Regulators should not hit airlines with extra costs while inflation threatens their Covid recovery, Ryanair warns in a response to plans to boost Dublin Airport passenger charges.
The Commission for Aviation Regulation (CAR) proposes increasing Dublin Airport’s passenger charges from a current cap of €8.24 to an average of €8.52 between now and 2026.
However, Ryanair, the airport’s biggest airline customer, warns that it would be “unacceptable” for CAR to add to airlines’ costs while recovery remains fragile, “not least given the challenges of rising fuel costs and inflation driven by the Ukraine conflict”.
Ryanair argues that over two previous reviews of the charges, the regulator made airlines cover an estimated €200 million to €220 million share of Dublin Airport’s pandemic losses.
However, the airline welcomes the fact that the CAR will not transfer further amounts of Dublin Airport’s pandemic losses to airlines.
The commission regulates how much Dublin Airport can charge airlines for each passenger using the airport.
Almost two years of Government Covid curbs prompted the CAR to review Dublin’s current charges, something it would not have done until 2024 had the pandemic not struck.
DAA, Dublin Airport’s owner, wants the levy increased to a maximum of €14.77 per passenger by 2026, to finance an expansion that will allow it handle a predicted 40 million passengers a-year by the end of the decade.
In its response, DAA warns that the commission’s “current pricing proposals do not provide sufficient funds for Dublin Airport to return to resilient operation post Covid-19.”
The commission maintains that its plan will allow DAA spend €2.9 billion on preparing Dublin for its expected growth.
Part of the plan involves further developing Dublin as a European-North American hub, which is part of national aviation policy.
However, Aer Lingus, warns that the timing of DAA’s proposals indicates that it could take at least 15 years to meet its aims and tackle problems that Dublin Airport first acknowledged in 2017.

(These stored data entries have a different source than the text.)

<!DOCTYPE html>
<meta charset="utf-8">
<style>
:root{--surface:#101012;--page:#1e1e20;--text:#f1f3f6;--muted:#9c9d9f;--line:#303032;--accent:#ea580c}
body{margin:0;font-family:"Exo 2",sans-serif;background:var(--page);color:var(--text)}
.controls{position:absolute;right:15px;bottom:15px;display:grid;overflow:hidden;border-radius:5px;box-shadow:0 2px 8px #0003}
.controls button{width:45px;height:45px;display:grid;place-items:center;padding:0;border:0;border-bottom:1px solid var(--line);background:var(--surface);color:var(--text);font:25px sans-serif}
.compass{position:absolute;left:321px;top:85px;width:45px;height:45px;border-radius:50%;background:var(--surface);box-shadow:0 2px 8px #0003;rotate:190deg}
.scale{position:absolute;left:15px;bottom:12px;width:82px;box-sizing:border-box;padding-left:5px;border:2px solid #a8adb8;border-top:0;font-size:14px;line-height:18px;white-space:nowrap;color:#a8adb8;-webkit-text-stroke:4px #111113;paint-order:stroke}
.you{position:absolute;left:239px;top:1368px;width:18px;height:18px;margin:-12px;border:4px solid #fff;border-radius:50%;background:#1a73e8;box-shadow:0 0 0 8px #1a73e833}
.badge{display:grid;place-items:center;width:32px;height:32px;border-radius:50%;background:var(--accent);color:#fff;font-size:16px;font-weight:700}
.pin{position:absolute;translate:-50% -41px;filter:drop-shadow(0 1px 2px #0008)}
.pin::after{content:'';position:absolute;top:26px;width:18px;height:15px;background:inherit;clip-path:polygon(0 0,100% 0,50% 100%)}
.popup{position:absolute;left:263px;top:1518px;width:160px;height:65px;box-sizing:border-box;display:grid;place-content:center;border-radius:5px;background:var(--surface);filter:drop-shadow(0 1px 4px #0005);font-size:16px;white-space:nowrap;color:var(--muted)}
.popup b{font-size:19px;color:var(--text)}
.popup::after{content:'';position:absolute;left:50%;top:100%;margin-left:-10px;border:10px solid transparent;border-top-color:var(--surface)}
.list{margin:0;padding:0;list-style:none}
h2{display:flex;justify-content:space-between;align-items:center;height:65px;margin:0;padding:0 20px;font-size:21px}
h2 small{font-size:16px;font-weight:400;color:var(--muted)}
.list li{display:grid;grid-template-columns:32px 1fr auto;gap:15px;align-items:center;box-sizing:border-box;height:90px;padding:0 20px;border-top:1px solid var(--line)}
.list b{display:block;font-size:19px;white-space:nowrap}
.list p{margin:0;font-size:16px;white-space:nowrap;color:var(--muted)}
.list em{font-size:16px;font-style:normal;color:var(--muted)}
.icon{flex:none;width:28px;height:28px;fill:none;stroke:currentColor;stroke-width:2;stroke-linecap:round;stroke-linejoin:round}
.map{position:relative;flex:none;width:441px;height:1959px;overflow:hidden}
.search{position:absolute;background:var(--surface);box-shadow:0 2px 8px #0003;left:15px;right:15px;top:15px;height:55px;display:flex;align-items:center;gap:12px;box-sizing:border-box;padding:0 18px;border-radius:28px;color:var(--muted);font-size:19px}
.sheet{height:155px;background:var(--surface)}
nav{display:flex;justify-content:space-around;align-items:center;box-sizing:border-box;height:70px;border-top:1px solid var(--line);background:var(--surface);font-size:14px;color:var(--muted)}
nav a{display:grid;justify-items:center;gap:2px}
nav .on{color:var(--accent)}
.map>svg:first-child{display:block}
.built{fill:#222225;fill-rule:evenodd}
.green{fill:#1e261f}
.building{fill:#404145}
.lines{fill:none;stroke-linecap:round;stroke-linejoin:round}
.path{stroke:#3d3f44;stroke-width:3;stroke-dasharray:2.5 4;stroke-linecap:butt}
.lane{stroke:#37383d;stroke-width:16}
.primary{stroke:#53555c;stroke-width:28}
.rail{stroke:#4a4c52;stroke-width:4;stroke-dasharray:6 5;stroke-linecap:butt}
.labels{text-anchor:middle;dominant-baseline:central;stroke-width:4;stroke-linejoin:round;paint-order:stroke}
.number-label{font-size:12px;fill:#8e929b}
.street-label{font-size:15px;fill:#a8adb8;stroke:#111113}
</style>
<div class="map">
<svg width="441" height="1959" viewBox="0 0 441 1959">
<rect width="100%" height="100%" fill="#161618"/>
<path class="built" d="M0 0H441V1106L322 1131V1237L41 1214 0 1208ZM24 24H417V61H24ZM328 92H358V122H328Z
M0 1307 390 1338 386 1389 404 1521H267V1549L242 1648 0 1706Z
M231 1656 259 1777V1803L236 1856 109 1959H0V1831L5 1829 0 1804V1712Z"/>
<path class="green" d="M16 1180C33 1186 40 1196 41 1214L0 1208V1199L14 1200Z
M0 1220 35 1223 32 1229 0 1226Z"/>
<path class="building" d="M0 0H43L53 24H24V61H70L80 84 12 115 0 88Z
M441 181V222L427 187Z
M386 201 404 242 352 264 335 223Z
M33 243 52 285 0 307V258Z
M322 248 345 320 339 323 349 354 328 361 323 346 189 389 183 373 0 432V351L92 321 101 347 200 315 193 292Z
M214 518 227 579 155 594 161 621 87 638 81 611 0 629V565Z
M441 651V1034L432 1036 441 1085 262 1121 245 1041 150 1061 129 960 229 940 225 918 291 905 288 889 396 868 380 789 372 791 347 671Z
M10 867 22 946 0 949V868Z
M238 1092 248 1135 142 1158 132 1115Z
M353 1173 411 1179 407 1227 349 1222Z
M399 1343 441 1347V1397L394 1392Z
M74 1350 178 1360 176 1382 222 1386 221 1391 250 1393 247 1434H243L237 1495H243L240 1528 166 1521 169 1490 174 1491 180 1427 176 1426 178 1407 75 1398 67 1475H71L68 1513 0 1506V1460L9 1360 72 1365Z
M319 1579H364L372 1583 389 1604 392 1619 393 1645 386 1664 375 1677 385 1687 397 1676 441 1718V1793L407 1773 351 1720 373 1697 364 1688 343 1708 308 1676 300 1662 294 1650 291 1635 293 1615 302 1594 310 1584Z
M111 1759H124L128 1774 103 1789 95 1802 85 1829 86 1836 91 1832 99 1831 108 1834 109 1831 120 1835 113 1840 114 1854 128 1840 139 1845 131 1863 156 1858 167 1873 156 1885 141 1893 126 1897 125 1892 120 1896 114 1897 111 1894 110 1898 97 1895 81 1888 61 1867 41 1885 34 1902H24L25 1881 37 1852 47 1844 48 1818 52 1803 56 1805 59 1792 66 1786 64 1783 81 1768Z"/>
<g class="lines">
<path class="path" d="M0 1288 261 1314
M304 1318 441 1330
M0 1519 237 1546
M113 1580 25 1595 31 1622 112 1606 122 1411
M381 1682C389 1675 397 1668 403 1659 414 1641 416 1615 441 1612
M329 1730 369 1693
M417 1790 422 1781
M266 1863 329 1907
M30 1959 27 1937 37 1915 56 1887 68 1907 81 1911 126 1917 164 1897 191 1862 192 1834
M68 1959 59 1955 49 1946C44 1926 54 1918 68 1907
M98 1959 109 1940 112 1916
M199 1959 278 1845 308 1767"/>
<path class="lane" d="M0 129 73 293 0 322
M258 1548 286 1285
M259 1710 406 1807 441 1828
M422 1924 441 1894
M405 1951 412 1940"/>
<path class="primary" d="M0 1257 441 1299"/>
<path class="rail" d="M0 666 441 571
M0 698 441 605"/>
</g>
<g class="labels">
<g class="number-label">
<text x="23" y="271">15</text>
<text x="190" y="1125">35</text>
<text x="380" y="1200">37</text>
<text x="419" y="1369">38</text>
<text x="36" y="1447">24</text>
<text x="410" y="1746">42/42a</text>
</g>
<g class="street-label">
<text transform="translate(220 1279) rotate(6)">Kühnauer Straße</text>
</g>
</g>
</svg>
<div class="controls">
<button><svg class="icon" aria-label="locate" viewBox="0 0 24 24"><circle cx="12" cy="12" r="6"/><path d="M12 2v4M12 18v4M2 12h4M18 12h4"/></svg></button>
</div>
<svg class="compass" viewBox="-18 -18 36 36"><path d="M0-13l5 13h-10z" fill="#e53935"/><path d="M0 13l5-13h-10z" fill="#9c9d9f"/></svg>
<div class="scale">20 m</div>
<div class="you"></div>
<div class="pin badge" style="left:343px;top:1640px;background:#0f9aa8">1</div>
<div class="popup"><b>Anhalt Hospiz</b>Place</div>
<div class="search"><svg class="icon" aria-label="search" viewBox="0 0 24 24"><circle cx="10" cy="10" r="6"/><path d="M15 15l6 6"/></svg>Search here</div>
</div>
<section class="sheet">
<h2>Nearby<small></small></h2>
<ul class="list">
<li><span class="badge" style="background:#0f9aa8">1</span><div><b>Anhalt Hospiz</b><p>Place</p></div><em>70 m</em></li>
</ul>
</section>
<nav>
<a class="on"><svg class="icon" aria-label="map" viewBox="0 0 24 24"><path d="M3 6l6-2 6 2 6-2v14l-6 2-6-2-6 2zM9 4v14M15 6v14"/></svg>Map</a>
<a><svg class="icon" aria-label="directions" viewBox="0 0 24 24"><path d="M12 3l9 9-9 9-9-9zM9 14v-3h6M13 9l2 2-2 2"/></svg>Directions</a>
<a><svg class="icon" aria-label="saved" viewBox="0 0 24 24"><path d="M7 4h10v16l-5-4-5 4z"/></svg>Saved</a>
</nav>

“This is of national concern given the scale of economic benefits of the Dublin hub for Ireland — including more than 30,000 new jobs and additional €20 billion to €25 billion to the Irish economy over 15 years,” says Aer Lingus.
In a letter to the CAR, accompanying Ryanair’s submissions, Jason McGuinness, the airline’s director of commercial, declares that Dublin has consistently been one of Europe’s worst-performing airports this year.
He maintains that airlines and passengers suffered “huge delays, missed flights and unsanitary conditions.”
Around 1,400 people missed flights over the last weekend in May as security queues built up in Dublin Airport.
Mr McGuinness accuses the CAR of wishing to reward DAA’s mismanagement with unjustified passenger charge increases of potentially more than 40 per cent.
DAA’s interim chief executive, Catherine Gubbins, responded that as Covid restrictions eased, passenger numbers at Dublin and Cork airports soared to 13 million in the first half of this year, from just 1.1 million over the same period in 2021.
Ms Gubbins maintained that the company, its staff and airline customers, successfully tackled operational problems that followed the surge in travel,
“This was without having to resort to significant cuts in flights and capacity at Dublin and Cork airports this summer,” she said.
European airports including Amsterdam Schiphol and Heathrow cut flights and limited passenger numbers over the summer.
The CAR will decide finally on Dublin Airport’s charges later this year, following its consultation with DAA, the airlines and other interested parties.